Yersinia pestis and the Plague of Justinian 541—543 AD: a genomic analysis
McMaster Ancient DNA researchers and collaborators identified Yersinia pestis as the causative agent behind the Plague of Justinian. Notably, the the Justinian strain is unique from strains in later pandemics and has either gone extinct or remains unsampled in wild rodent reservoirs.
Feb 05, 2014
Authors: David M Wagner, Jennifer Klunk, Michaela Harbeck, Alison Devault, Nicholas Waglechner, Jason W Sahl, Jacob Enk, Dawn N Birdsell, Melanie Kuch, Candice Lumibao, Debi Poinar, Talima Pearson, Mathieu Fourment, Brian Golding, Julia M Riehm, David J D Earn, Sharon DeWitte, Jean-Marie Rouillard, Gisela Grupe, Ingrid Wiechmann, James B Bliska, Paul S Keim, Holger C Scholz, Edward C Holmes, Hendrik Poinar
The Lancet Infectious Diseases, Vol. 14, No. 4, pp. 319-326. January 2014. DOI:10.1016/S1473-3099(13)70323-2
SUMMARY
Background
Yersinia pestis has caused at least three human plague pandemics. The second (Black Death, 14—17th centuries) and third (19—20th centuries) have been genetically characterised, but there is only a limited understanding of the first pandemic, the Plague of Justinian (6—8th centuries). To address this gap, we sequenced and analysed draft genomes of Y. pestis obtained from two individuals who died in the first pandemic.
Methods
Teeth were removed from two individuals (known as A120 and A76) from the early medieval Aschheim-Bajuwarenring cemetery (Aschheim, Bavaria, Germany). We isolated DNA from the teeth using a modified phenol-chloroform method. We screened DNA extracts for the presence of the Y. pestis-specific pla gene on the pPCP1 plasmid using primers and standards from an established assay, enriched the DNA, and then sequenced it.

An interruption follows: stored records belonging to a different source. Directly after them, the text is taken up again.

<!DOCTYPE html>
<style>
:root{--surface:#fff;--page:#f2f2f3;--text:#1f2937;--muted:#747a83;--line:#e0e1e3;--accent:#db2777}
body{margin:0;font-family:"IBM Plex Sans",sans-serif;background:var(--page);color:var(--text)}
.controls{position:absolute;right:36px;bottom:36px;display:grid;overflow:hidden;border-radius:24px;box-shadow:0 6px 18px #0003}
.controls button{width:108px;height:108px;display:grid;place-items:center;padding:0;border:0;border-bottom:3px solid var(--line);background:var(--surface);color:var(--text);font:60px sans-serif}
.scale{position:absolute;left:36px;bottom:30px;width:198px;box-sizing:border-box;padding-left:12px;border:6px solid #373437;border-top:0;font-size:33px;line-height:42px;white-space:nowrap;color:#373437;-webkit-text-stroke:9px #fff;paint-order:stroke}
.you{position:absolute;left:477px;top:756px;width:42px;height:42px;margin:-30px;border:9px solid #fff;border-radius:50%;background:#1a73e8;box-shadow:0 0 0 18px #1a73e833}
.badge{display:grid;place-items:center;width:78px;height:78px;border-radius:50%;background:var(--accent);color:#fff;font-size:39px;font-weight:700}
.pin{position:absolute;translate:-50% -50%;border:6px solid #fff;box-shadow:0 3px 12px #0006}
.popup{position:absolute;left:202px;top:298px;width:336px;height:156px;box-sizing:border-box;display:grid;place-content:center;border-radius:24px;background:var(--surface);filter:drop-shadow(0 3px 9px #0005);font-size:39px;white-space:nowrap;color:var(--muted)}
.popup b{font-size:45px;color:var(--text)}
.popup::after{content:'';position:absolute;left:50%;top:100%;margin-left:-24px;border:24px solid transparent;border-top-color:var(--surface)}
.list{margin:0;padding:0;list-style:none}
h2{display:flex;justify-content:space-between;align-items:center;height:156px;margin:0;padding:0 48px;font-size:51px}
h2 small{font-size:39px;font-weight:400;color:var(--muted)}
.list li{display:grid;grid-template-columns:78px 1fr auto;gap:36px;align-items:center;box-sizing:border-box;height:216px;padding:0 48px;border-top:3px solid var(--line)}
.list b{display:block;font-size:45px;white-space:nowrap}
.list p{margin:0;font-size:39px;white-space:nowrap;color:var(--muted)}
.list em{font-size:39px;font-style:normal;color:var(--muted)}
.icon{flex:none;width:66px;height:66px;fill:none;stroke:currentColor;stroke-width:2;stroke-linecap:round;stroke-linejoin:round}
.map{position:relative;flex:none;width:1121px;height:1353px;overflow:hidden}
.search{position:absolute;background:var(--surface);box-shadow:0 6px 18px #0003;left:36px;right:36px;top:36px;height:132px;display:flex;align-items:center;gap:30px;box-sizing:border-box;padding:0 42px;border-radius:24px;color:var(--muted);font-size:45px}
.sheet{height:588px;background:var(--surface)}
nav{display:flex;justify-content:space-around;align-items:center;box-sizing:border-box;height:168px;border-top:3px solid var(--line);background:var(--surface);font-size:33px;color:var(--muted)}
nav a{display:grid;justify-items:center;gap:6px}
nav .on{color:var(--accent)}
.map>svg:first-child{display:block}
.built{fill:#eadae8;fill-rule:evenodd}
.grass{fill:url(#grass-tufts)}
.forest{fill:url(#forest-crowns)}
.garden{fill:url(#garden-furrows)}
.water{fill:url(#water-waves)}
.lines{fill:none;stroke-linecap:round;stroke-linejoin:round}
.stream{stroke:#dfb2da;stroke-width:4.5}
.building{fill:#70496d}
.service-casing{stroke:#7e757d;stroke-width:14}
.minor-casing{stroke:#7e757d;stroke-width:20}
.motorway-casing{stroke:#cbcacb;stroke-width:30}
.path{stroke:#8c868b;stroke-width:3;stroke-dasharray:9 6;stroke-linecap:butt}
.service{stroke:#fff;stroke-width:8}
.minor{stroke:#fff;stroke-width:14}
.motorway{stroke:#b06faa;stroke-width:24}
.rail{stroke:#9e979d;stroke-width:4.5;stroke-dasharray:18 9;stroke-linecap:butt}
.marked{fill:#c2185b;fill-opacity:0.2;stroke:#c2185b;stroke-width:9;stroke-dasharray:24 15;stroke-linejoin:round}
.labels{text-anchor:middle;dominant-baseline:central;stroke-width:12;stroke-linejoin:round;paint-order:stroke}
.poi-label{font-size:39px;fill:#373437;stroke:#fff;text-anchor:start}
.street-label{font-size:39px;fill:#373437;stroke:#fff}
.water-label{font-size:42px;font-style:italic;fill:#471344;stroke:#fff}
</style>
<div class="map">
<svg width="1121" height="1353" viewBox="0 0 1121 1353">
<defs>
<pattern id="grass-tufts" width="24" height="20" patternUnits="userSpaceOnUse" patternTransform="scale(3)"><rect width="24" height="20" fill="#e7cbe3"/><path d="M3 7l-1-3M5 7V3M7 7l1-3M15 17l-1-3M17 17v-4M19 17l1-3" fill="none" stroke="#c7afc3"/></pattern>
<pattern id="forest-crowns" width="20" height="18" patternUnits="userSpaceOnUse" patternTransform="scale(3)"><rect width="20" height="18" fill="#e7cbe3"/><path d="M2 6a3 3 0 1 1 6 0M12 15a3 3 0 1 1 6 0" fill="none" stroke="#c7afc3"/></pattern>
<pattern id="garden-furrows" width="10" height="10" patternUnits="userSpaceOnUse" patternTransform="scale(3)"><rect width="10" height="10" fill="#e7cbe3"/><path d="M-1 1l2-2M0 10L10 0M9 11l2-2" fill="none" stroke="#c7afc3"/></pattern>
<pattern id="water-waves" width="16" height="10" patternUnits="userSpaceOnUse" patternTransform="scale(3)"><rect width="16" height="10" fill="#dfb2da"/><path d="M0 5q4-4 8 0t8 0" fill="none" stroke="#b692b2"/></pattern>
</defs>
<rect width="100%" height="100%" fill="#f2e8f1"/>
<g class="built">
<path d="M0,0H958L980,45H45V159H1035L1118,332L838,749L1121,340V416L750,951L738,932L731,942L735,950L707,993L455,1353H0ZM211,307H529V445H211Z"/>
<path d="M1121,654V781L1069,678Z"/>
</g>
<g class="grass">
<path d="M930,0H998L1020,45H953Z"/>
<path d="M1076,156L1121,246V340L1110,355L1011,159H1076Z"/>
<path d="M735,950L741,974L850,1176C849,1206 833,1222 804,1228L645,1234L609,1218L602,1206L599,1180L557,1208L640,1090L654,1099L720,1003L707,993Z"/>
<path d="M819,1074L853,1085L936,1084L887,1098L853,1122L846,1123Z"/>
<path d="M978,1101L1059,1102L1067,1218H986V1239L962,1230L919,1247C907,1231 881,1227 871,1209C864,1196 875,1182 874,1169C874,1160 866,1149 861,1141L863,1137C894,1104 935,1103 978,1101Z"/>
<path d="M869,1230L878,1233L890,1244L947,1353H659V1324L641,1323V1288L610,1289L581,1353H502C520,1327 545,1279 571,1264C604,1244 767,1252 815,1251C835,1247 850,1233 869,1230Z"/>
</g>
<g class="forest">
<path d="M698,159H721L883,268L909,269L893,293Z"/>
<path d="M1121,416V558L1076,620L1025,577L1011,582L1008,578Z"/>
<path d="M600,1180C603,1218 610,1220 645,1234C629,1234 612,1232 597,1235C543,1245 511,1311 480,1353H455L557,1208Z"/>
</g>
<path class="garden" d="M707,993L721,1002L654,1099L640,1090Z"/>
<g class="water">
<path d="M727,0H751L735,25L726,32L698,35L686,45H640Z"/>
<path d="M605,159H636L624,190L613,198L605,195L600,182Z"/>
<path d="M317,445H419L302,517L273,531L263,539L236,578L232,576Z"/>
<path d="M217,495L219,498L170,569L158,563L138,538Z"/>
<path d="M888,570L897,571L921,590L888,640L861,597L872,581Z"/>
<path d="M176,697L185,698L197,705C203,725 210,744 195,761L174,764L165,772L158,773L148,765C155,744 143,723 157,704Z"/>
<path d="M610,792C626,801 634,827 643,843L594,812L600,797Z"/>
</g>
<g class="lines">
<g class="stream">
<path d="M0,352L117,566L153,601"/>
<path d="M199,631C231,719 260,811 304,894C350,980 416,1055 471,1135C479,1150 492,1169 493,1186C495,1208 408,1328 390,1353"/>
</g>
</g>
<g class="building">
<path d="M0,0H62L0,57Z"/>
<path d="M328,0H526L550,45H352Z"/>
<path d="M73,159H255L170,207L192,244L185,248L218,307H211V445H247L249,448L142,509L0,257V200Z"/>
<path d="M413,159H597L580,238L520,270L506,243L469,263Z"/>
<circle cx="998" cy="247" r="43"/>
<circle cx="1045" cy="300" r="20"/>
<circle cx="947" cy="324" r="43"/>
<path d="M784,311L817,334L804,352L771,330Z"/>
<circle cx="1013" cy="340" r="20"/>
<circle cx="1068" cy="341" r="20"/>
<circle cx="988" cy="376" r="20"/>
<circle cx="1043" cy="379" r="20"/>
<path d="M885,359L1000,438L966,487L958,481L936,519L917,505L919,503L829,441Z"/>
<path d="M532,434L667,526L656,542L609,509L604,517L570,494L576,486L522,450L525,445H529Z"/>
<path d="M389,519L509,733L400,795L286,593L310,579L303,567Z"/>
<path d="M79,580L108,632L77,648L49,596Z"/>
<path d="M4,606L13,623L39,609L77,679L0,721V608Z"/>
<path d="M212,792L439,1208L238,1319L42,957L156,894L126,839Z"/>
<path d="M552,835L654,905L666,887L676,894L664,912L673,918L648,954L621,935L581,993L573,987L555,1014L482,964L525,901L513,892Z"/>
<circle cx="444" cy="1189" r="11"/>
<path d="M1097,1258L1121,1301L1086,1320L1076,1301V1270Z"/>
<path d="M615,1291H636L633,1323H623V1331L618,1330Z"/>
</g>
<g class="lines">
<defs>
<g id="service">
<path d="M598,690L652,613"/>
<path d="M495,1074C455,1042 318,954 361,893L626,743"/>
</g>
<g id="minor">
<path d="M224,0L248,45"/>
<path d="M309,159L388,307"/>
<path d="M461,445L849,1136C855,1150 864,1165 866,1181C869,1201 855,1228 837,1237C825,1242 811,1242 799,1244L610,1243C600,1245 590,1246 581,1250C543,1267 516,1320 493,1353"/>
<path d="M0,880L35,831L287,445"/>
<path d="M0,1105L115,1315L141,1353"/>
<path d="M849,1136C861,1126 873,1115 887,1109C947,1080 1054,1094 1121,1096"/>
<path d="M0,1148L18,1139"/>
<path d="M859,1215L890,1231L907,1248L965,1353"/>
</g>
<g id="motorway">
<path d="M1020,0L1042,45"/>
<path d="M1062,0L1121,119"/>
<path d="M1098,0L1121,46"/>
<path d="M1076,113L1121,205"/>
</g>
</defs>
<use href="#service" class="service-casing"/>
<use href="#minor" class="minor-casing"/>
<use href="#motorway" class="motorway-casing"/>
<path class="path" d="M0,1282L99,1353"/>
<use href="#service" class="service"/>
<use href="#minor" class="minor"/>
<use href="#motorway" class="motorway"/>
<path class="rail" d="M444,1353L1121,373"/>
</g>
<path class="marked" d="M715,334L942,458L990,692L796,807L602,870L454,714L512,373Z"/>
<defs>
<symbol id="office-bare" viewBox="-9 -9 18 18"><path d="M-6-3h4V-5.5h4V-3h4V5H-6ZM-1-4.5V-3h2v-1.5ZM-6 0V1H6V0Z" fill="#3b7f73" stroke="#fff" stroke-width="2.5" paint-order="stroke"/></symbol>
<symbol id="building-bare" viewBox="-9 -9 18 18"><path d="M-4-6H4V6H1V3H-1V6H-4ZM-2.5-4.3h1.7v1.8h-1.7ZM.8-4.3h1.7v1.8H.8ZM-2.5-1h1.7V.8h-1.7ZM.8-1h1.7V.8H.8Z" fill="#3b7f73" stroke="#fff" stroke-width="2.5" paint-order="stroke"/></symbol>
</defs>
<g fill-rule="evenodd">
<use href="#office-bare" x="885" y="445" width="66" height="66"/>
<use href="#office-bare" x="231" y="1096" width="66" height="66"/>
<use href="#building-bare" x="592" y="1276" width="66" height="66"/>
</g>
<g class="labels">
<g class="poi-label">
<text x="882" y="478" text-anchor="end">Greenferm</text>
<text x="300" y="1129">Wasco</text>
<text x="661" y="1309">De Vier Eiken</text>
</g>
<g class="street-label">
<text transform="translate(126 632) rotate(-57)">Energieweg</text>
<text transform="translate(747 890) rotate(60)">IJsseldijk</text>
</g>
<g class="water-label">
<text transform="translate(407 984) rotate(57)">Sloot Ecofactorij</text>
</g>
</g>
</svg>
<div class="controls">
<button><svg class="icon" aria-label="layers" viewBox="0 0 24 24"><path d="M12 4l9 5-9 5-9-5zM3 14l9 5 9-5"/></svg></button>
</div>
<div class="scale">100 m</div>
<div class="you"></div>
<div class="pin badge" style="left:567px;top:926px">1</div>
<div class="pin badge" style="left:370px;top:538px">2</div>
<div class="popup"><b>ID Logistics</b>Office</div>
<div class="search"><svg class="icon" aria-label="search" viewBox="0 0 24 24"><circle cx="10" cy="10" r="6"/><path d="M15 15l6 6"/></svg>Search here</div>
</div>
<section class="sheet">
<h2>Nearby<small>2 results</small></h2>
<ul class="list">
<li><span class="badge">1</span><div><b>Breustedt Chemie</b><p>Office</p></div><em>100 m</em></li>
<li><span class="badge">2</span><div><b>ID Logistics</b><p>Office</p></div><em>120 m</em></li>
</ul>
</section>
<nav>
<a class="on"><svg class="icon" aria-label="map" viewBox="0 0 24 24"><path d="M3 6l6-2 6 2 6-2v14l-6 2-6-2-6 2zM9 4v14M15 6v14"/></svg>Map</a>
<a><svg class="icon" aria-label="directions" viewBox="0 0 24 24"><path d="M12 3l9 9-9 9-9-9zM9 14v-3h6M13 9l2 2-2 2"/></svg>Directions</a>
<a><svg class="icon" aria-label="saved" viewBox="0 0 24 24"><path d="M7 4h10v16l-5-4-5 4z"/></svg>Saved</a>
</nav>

We reconstructed draft genomes of the infectious Y. pestis strains, compared them with a database of genomes from 131 Y. pestis strains from the second and third pandemics, and constructed a maximum likelihood phylogenetic tree.
Findings
Radiocarbon dating of both individuals (A120 to 533 AD [plus or minus 98 years]; A76 to 504 AD [plus or minus 61 years]) places them in the timeframe of the first pandemic. Our phylogeny contains a novel branch (100% bootstrap at all relevant nodes) leading to the two Justinian samples. This branch has no known contemporary representatives, and thus is either extinct or unsampled in wild rodent reservoirs. The Justinian branch is interleaved between two extant groups, 0.ANT1 and 0.ANT2, and is distant from strains associated with the second and third pandemics.
Interpretation
We conclude that the Y. pestis lineages that caused the Plague of Justinian and the Black Death 800 years later were independent emergences from rodents into human beings. These results show that rodent species worldwide represent important reservoirs for the repeated emergence of diverse lineages of Y. pestis into human populations.